These photographs were taken recently with a Pentax Optio 750z using the built in 3-d feature.  And I have to say, this is one of the most wonderful cameras I've ever used. It can make "free-viewing" stereo photographs, cross you eyes style. In the side by side images below, left and right eye views are reversed so that crossing your eyes will reverse them back.  With crossed eyes, you see the image double, overlapping in the center. The center, merged image when focused on will appear in 3-d. The images are taken one at a time and  converted into a single jpeg by the camera. It's called the "cha-cha" method, because of the little step you make to the side for the second picture. The advantage of this method is that you can control the distance between the two exposures as well as the angle. This allows you to increase the depth of the image by increasing the distance between the two exposures - you have the stereo effect of seeing as if your eyes where anything from a few feet to miles apart. The disadvantage of this method is that anything that moves between the exposures will not merge when viewed. In each of the photographs I took below, there is a kind of subtle stereoscopic reward at the moment the 3d is achieved.  

Cadman Plaza Park in Brooklyn. A classic stereo composition with a path leading the eye to the horizon. 
A very red door in Chelsea.
The soon to be extinct television antenna spotted in Brooklyn Heights.
 Orange boots waiting to cross  Atlantic Avenue.
 Parking lot in mid-town Manhattan - focus on the car in the foreground.
Brooklyn Bridge from Dumbo on a foggy winter morning.
 A very telephoto stereo image.
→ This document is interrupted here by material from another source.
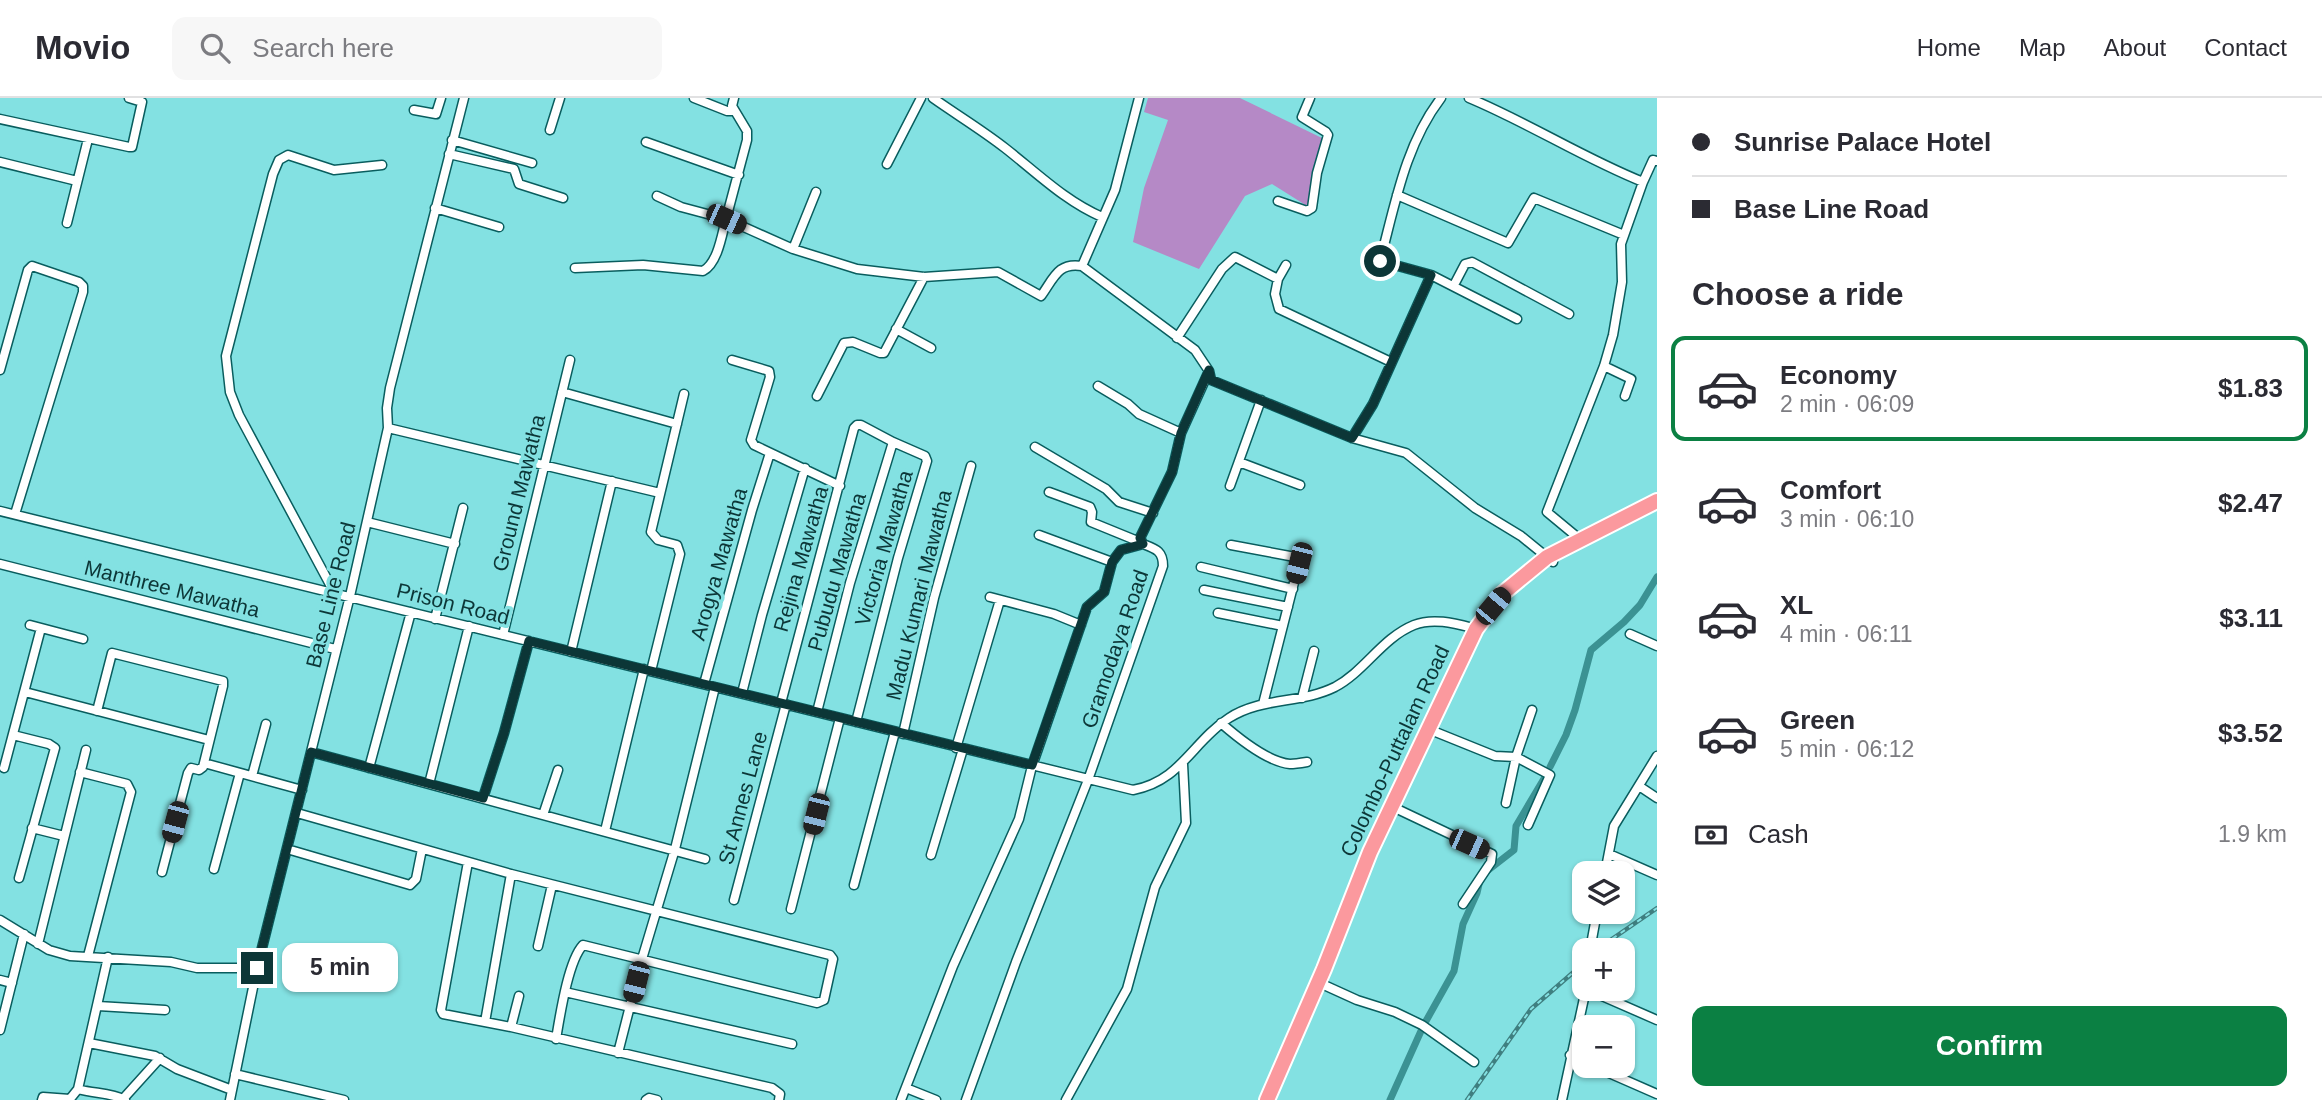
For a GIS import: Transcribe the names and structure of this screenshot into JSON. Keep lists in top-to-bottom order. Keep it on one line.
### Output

The depth of field compression is rather surreal.
 

Wednesday, February 18, 2009















To View these images in stereo you must cross your eyes. Don't worry, it's a natural thing your eyes do all day as you look at anything close up. When your eyes are crossed you should see three images. The one in the center should be the right and left images merged. They should be in stereo or 3-d. The effect is dramatic when it happens, but you may need  to work a little to get it. Sometimes you may need to rotate your head a little to align the images.